The aggrieved tenants have also signed onto the fight to pass “good cause eviction” in Albany before the end of the legislative session. That bill would provide all tenants statewide the right to a lease renewal and would essentially cap rent increases at 3 percent annually unless a landlord could justify a larger one. Landlords have lobbied heavily against it, but proponents say that the legislation would prevent landlords like Greenbrook from deliberately displacing tenants.

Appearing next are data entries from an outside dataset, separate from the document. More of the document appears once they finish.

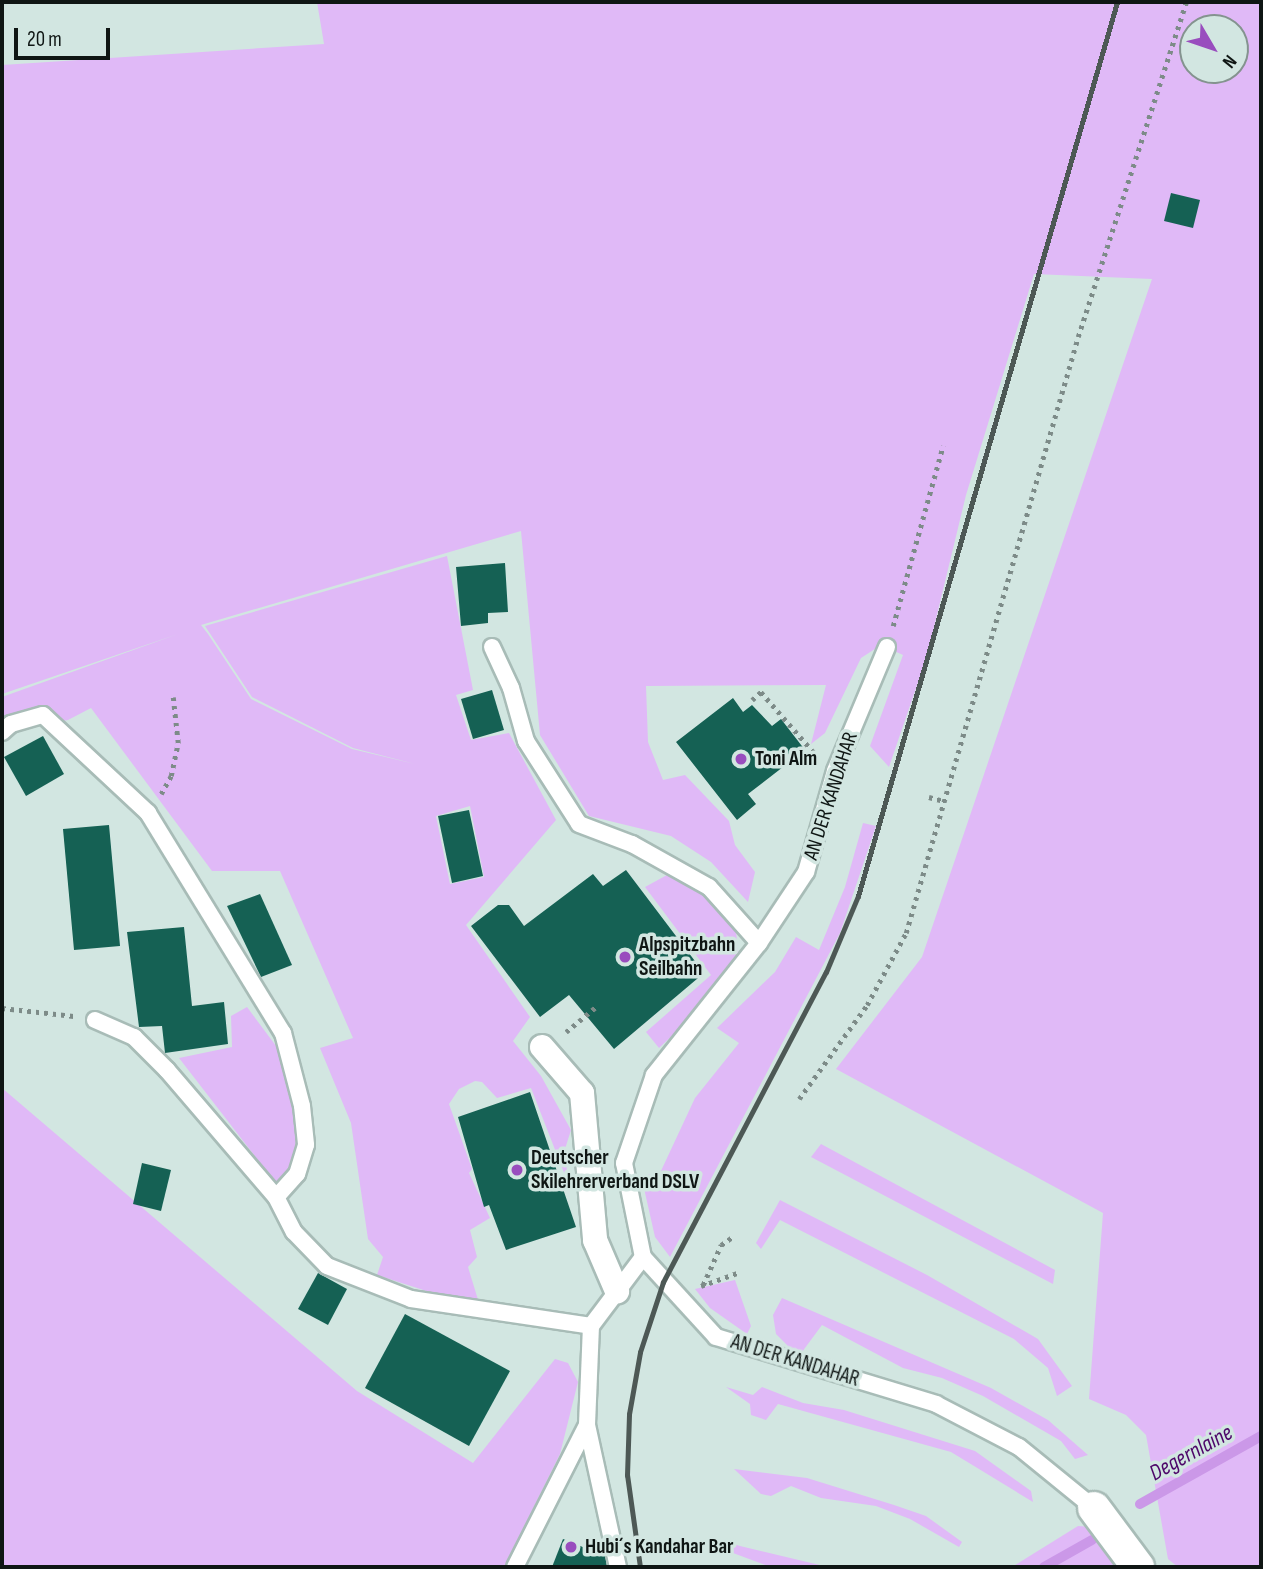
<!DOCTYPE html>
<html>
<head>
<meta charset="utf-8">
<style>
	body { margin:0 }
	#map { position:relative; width:1263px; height:1569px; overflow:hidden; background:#d2e6e1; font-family:"Sofia Sans Condensed",sans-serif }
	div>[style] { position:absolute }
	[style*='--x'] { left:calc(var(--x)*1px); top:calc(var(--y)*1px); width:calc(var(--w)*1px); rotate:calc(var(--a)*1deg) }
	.green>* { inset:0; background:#e0b9f7 }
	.stream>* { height:10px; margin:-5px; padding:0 5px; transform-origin:5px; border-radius:5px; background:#cb98e8 }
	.building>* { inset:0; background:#156154 }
	.path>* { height:4.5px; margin-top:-2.25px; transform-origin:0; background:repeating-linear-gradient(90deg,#7d8b88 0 3.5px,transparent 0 8.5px) }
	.roads { filter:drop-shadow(2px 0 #a8bcb7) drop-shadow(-2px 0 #a8bcb7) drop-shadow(0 2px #a8bcb7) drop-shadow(0 -2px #a8bcb7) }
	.service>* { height:16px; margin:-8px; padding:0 8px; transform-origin:8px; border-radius:8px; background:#fff }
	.pedestrian>* { height:24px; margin:-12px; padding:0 12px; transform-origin:12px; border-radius:12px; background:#fff }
	.minor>* { height:32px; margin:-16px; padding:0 16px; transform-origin:16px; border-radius:16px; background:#fff }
	.rail>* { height:5px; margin:-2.5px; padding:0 2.5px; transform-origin:2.5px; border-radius:2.5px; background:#4d5855 }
	.dots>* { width:19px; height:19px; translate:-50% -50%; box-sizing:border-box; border:4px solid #d2e6e1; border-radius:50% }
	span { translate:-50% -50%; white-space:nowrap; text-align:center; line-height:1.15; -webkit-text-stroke:7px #d2e6e1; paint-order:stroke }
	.poi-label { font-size:21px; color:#0f1614; font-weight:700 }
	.left { translate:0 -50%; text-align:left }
	.street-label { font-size:21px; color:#0f1614 }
	.water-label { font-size:23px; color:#4d0669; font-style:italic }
	.frame { position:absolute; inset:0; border:4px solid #0f1614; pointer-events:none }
	.north { position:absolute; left:1179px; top:14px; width:70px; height:70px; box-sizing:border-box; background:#d2e6e1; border:2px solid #84938f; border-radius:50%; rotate:129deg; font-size:19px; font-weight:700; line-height:28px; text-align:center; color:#0f1614 }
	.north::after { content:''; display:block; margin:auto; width:24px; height:32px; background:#994dbe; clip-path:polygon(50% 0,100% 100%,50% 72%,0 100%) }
	.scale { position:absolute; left:14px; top:28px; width:96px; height:32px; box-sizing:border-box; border:4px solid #0f1614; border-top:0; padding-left:9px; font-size:21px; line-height:24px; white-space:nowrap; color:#0f1614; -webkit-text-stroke:5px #d2e6e1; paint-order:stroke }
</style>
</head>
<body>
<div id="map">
	<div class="green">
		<div style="clip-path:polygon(evenodd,317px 2px,1261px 2px,1261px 1567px,1178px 1567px,1168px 1559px,1146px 1435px,1126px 1415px,1089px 1399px,1103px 1213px,836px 1069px,922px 957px,1152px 279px,1034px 274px,966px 495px,927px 656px,889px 767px,870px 746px,903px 655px,881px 645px,861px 658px,825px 733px,811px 744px,826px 685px,646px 686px,648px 742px,663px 780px,685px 775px,729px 821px,735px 845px,755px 872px,748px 902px,711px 862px,671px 836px,589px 816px,540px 735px,521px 531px,201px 625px,208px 634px,203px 638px,208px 634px,251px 699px,352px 749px,415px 764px,353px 748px,252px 697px,205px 626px,447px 556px,473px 690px,456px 695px,471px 740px,509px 733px,556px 820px,466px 925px,530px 1017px,513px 1041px,541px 1076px,571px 1130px,565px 1149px,568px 1183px,531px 1088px,497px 1098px,482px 1082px,475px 1081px,459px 1089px,449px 1104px,472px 1169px,469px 1173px,490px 1218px,470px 1230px,477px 1257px,468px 1267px,479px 1303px,451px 1299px,377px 1275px,383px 1257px,368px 1239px,351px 1123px,320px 1048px,353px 1038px,280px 871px,212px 871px,91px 708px,68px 720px,2px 731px,2px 697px,178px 634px,2px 694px,2px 65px,324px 44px,317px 2px,1193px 28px,1235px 28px,1235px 70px,1193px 70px,1193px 28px,317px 2px,470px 806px,484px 877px,450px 884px,436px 816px,470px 806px)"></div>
		<div style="clip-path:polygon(863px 823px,876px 826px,840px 933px,670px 1257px,655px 1237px,641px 1175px,660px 1173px,695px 1098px,739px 1043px,717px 1028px,775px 972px,796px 937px,819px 950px,845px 887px)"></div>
		<div style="clip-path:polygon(667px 875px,696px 888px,726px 919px,736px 932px,739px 958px,698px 1011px,659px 1048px,646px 1032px,711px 975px,645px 887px)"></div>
		<div style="clip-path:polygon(247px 1007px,285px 1058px,299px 1128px,289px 1175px,275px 1182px,179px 1058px,232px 1047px,231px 1016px)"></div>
		<div style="clip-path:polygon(2px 1088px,357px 1391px,473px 1463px,555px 1359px,568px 1363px,578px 1382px,560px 1454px,504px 1567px,2px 1567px)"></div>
		<div style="clip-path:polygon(821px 1144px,1055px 1270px,1053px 1284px,811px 1157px)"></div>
		<div style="clip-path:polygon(780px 1200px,927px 1275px,1038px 1339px,1072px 1386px,1057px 1396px,1048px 1368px,1014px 1339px,780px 1220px,761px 1249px,756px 1243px)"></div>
		<div style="clip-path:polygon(735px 1280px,751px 1326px,747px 1334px,710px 1308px,695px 1289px)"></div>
		<div style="clip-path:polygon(782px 1298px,991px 1388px,1048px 1420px,1088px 1455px,1075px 1459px,1061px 1441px,983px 1396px,942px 1378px,903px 1368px,822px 1325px,802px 1352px,795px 1353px,776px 1334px,773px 1315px)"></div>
		<div style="clip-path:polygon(726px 1387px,753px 1395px,762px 1387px,803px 1403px,844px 1410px,975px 1451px,1031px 1491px,1033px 1502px,951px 1452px,778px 1404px,766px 1420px,751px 1415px,750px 1404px)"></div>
		<div style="clip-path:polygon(734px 1469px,807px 1478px,894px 1505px,926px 1516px,962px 1542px,959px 1547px,910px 1519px,876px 1506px,821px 1498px,791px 1486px,771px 1496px,761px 1494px)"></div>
		<div style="clip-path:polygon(1078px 1526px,1091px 1527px,1127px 1567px,1012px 1567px)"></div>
		<div style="clip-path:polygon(728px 1542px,740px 1546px,828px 1567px,771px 1567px,733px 1553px,726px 1549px)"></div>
	</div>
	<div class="stream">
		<div style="--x:1140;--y:1504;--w:139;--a:-29.3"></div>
		<div style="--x:1044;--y:1567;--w:55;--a:-29.4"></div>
	</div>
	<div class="building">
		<div style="clip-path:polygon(1171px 193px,1200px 200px,1193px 228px,1164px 221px)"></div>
		<div style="clip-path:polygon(505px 563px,508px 612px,488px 613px,488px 623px,461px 626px,456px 567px)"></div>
		<div style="clip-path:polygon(492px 690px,504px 730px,473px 739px,461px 699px)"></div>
		<div style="clip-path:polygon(733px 698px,743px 712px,752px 705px,772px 726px,781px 719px,805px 750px,748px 794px,756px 804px,737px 820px,676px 742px)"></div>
		<div style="clip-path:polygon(43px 736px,64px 774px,26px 796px,4px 757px)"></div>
		<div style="clip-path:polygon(469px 810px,483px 876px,452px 883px,438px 816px)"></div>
		<div style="clip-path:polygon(109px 825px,120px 946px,74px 950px,63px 829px)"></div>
		<div style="clip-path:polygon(626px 870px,704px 973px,614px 1049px,569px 995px,540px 1017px,471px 926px,498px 905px,509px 905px,524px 926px,593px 874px,603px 886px)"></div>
		<div style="clip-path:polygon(260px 894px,292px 965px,261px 977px,227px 906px)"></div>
		<div style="clip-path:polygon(184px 927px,192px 1006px,224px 1002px,228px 1044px,165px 1053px,162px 1026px,139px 1027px,127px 932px)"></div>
		<div style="clip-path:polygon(530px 1092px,576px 1227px,506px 1250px,489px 1205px,484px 1207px,458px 1117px)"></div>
		<div style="clip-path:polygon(142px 1163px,171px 1170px,161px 1211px,133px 1204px)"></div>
		<div style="clip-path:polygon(318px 1273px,347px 1289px,328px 1325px,298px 1309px)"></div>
		<div style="clip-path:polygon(405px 1314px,510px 1371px,469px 1446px,365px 1388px)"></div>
		<div style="clip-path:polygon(563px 1539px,605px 1556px,607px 1567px,552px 1567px)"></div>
	</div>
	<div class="path">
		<div style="--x:893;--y:626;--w:187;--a:-74.5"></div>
		<div style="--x:752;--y:700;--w:12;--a:-42"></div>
		<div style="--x:761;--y:692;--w:85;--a:48.8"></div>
		<div style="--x:161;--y:794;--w:21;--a:-61"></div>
		<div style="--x:171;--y:776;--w:34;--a:-78"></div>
		<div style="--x:178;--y:743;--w:46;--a:-96.2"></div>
		<div style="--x:929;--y:797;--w:16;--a:15"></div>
		<div style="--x:2;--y:1008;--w:72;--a:6.3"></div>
		<div style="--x:566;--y:1032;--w:40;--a:-40"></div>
		<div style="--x:799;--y:1099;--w:116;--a:-54.1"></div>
		<div style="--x:867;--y:1005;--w:82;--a:-61.6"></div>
		<div style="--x:906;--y:933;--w:620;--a:-73.9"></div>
		<div style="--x:1078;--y:337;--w:352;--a:-72.1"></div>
		<div style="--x:703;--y:1285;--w:44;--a:-65.8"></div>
		<div style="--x:721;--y:1245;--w:16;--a:-35"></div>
		<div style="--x:701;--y:1286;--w:41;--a:-19.7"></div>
	</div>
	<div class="roads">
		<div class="service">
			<div style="--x:492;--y:647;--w:45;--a:65.1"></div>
			<div style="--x:511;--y:688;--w:55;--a:74.2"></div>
			<div style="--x:526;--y:741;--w:98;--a:57.4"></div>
			<div style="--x:579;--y:824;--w:57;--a:20.7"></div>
			<div style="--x:632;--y:844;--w:88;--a:29.2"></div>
			<div style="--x:709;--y:887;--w:75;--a:48.2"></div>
			<div style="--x:887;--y:647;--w:134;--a:112.8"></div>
			<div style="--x:835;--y:771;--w:105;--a:106"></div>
			<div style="--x:806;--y:872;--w:85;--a:123.5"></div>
			<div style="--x:759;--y:943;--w:169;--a:128.5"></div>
			<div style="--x:654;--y:1075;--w:93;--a:108.8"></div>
			<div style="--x:624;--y:1163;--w:96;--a:78.6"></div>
			<div style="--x:643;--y:1257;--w:108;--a:47.6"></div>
			<div style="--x:716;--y:1337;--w:230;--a:16.9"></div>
			<div style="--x:936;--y:1404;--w:93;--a:27.4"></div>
			<div style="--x:1019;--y:1447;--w:97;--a:39.1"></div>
			<div style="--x:2;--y:732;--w:12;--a:-42"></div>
			<div style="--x:11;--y:724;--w:33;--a:-16"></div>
			<div style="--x:43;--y:715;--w:144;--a:43"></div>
			<div style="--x:148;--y:813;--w:258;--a:58.5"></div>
			<div style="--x:283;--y:1033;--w:75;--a:75.4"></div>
			<div style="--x:302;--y:1106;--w:39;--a:84"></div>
			<div style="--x:306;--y:1145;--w:30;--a:107"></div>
			<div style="--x:297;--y:1174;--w:31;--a:132"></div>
			<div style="--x:95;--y:1020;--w:43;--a:23.6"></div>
			<div style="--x:134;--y:1037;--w:47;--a:45"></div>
			<div style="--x:167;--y:1070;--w:167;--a:49.4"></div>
			<div style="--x:276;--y:1197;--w:39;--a:63"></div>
			<div style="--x:294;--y:1232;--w:47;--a:45.9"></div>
			<div style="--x:327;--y:1266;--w:90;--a:21.4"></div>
			<div style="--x:411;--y:1299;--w:182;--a:8.5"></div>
			<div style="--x:587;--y:1425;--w:145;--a:77.7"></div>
			<div style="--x:515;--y:1567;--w:159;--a:-63.1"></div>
			<div style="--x:587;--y:1425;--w:99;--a:-87.7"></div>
			<div style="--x:591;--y:1326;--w:86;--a:-53"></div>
		</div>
		<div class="pedestrian">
			<div style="--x:542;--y:1047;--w:61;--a:49"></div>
			<div style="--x:582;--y:1093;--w:148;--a:84.9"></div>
			<div style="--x:595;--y:1240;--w:56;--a:66.7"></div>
		</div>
		<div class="minor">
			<div style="--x:1094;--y:1508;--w:74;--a:53.3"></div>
		</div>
	</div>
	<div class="rail">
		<div style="--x:640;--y:1567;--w:93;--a:-98"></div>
		<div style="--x:627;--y:1475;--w:61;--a:-88.1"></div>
		<div style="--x:629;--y:1414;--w:63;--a:-79.9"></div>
		<div style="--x:640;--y:1352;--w:74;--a:-71.8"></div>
		<div style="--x:663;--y:1282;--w:350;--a:-62.3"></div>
		<div style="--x:826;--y:972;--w:82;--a:-67.2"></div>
		<div style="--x:858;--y:896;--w:931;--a:-73.84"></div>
	</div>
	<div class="dots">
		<div style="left:741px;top:759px;background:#994dbe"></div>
		<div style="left:625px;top:957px;background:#994dbe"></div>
		<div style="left:517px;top:1170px;background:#994dbe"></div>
		<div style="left:571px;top:1547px;background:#994dbe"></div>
	</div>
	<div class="poi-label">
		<span class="left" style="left:755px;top:759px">Toni Alm</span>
		<span class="left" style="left:639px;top:957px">Alpspitzbahn<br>Seilbahn</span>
		<span class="left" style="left:531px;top:1170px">Deutscher<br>Skilehrerverband DSLV</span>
		<span class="left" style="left:585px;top:1547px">Hubi´s Kandahar Bar</span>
	</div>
	<div class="street-label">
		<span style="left:831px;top:796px;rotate:-72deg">AN DER KANDAHAR</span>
		<span style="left:795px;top:1361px;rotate:17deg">AN DER KANDAHAR</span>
	</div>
	<div class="water-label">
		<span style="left:1191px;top:1453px;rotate:-29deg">Degernlaine</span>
	</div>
	<div class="frame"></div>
	<div class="north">N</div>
	<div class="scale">20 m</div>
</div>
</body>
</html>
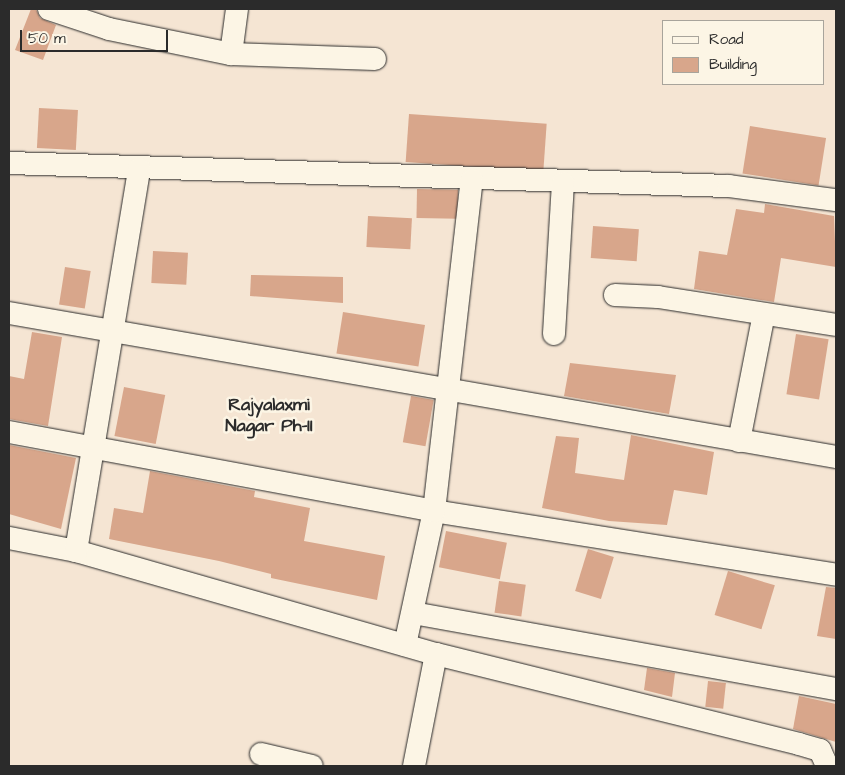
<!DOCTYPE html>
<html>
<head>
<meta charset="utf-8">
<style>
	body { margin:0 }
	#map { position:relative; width:845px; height:775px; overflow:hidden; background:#f5e5d3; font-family:"Architects Daughter",sans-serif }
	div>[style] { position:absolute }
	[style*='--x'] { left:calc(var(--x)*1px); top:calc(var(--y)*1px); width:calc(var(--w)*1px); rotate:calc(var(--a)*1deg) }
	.building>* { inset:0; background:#d8a68b; transform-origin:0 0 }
	.roads { filter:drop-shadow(0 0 1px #2b2b2b) drop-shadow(0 0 1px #2b2b2b) }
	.minor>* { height:22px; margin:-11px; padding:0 11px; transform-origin:11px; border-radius:11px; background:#fcf5e5 }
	span { translate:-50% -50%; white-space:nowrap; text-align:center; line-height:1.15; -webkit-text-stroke:5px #fcf5e5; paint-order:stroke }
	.neighbourhood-label { font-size:18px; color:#2b2b2b; font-weight:700 }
	.frame { position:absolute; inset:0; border:10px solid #2b2b2b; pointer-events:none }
	.legend { position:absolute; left:662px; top:20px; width:162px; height:65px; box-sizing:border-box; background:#fcf5e5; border:1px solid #a8a49b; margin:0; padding:6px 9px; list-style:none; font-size:15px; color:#2b2b2b }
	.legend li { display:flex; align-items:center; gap:10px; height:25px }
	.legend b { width:25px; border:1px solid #a8a49b }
	.scale { position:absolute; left:20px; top:30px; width:148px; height:22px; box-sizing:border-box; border:2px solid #2b2b2b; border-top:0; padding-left:6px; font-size:15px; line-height:18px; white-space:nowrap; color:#2b2b2b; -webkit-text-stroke:4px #fcf5e5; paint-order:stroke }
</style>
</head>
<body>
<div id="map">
	<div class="building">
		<i style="clip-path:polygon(31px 9px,36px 9px,40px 18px,56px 25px,43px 60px,15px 50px)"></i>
		<i style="left:39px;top:108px;width:39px;height:40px;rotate:3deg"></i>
		<i style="left:409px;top:114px;width:138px;height:48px;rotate:4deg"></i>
		<i style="left:750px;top:126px;width:77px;height:48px;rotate:9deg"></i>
		<i style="left:417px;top:189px;width:41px;height:29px;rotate:1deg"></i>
		<i style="clip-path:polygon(765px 204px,834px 216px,836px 267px,781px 258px,774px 302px,694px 289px,699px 251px,727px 255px,736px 209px,764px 213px)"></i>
		<i style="left:368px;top:216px;width:44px;height:31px;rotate:3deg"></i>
		<i style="left:593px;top:226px;width:46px;height:32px;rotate:4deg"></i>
		<i style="left:153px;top:251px;width:35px;height:32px;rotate:3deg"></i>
		<i style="left:65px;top:267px;width:26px;height:38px;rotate:9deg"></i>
		<i style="clip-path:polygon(251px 275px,343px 277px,343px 303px,250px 296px)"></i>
		<i style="left:343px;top:312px;width:83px;height:42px;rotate:9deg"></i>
		<i style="clip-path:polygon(32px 332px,62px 337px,48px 426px,9px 419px,9px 376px,24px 379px)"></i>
		<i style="left:796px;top:334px;width:33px;height:61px;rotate:9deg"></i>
		<i style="clip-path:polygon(570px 363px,676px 375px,669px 414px,564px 396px)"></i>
		<i style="left:124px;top:387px;width:42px;height:50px;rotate:11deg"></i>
		<i style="left:411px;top:396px;width:23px;height:47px;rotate:10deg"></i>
		<i style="clip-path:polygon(631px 435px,714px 452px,707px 495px,674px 490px,667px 525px,609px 521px,542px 508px,556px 436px,579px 438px,575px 473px,624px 480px)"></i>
		<i style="clip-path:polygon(9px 445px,76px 458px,61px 529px,9px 514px)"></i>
		<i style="clip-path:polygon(150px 471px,255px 491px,254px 497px,310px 508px,304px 541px,385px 556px,377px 600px,271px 578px,271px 574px,219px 561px,109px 539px,114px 508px,143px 513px)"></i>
		<i style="left:446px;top:531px;width:62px;height:37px;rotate:11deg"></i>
		<i style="left:588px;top:549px;width:27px;height:44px;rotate:17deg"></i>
		<i style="left:728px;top:571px;width:49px;height:46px;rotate:17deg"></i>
		<i style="left:499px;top:581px;width:27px;height:32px;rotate:8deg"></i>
		<i style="clip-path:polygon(826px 587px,836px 588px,836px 639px,817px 636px)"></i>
		<i style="clip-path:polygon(647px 668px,675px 673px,672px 697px,644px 690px)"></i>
		<i style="left:708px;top:681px;width:18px;height:26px;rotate:6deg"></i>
		<i style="clip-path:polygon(799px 696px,836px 704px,836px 742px,793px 729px)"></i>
	</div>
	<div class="roads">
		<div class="minor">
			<i style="--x:49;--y:9;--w:63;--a:18.4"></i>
			<i style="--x:109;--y:29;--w:125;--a:11.6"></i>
			<i style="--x:231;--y:54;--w:144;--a:2"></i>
			<i style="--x:231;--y:54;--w:45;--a:-82.4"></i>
			<i style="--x:9;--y:163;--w:720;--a:1.83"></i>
			<i style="--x:729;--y:186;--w:108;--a:7.5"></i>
			<i style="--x:615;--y:295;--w:43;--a:2.7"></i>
			<i style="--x:658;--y:297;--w:180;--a:8.9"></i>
			<i style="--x:9;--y:313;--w:839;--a:9.88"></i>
			<i style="--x:554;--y:334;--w:151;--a:-86.6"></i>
			<i style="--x:9;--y:432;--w:432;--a:10.5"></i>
			<i style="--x:434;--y:511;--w:407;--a:9"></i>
			<i style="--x:739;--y:441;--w:129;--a:-78.9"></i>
			<i style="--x:9;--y:538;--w:68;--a:11"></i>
			<i style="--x:76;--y:551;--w:374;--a:16"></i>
			<i style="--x:436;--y:654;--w:374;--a:13.9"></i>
			<i style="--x:799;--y:744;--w:22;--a:16"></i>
			<i style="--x:820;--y:750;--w:17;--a:66"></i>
			<i style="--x:76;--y:551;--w:387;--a:-80.6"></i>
			<i style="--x:413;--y:613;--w:430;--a:10.2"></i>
			<i style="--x:405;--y:645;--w:137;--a:-77.8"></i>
			<i style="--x:434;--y:511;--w:333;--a:-83.5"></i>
			<i style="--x:261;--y:754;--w:52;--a:13.2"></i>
			<i style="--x:414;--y:766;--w:114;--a:-78.9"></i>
		</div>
	</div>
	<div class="neighbourhood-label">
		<span style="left:269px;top:416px">Rajyalaxmi<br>Nagar Ph-II</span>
	</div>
	<div class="frame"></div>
	<ul class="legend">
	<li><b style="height:6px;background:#fcf5e5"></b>Road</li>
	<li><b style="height:14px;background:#d8a68b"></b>Building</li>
	</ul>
	<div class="scale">50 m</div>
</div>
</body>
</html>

State Sen. Jabari Brisport, who represents Bed-Stuy and is co-sponsoring the legislation, says that a substantial majority of requests for constituent services his office receives relate to tenants who cannot pay their rent or find affordable housing.

“We have been getting people saying, I need help with my rent, or I just need housing,” Brisport told Brooklyn Paper. “People feel like they have nowhere to go, they feel they’re being pushed out of the city.”

The city is facing down a gradually-brewing rent crisis on multiple fronts after a two-year pandemic-era reprieve. After dropping significantly during the pandemic, rents are once again climbing to record highs in the Big Apple, and scores of market-rate tenants are being asked for hundreds of dollars in upcharges in monthly payments that they often cannot afford. Meanwhile, the Rent Guidelines Board has suggested it might allow increases for rent-stabilized tenants of up to 9 percent, a figure that Mayor Eric Adams has expressed sympathy for owing to the plight of “mom-and-pop” landlords, who have seen increases in their input costs during the pandemic.

The end of the eviction moratorium has meant a return to eviction proceedings at Housing Court; landlords are filing so many evictions that there are not enough lawyers to represent all the bounced tenants, as required by city law, though the court says that’s not their problem and operations will continue.

“This needs to become a bigger issue,” Brisport said. “We only have five weeks left in the legislative session. And if [good cause eviction] doesn’t pass, then we have to wait all the way until next year. And to think of all the people that may lose their homes and the roof over their head if we don’t pass it by the time the session ends in June is scary.”

The bill has 22 co-sponsors in the State Senate and 57 in the Assembly, but in neither chamber does it yet have enough support to pass. Senate Majority Leader Andrea Stewart-Cousins and Assembly Speaker Carl Heastie have not taken public positions on the proposal.

Greenbrook did not respond to a request for comment.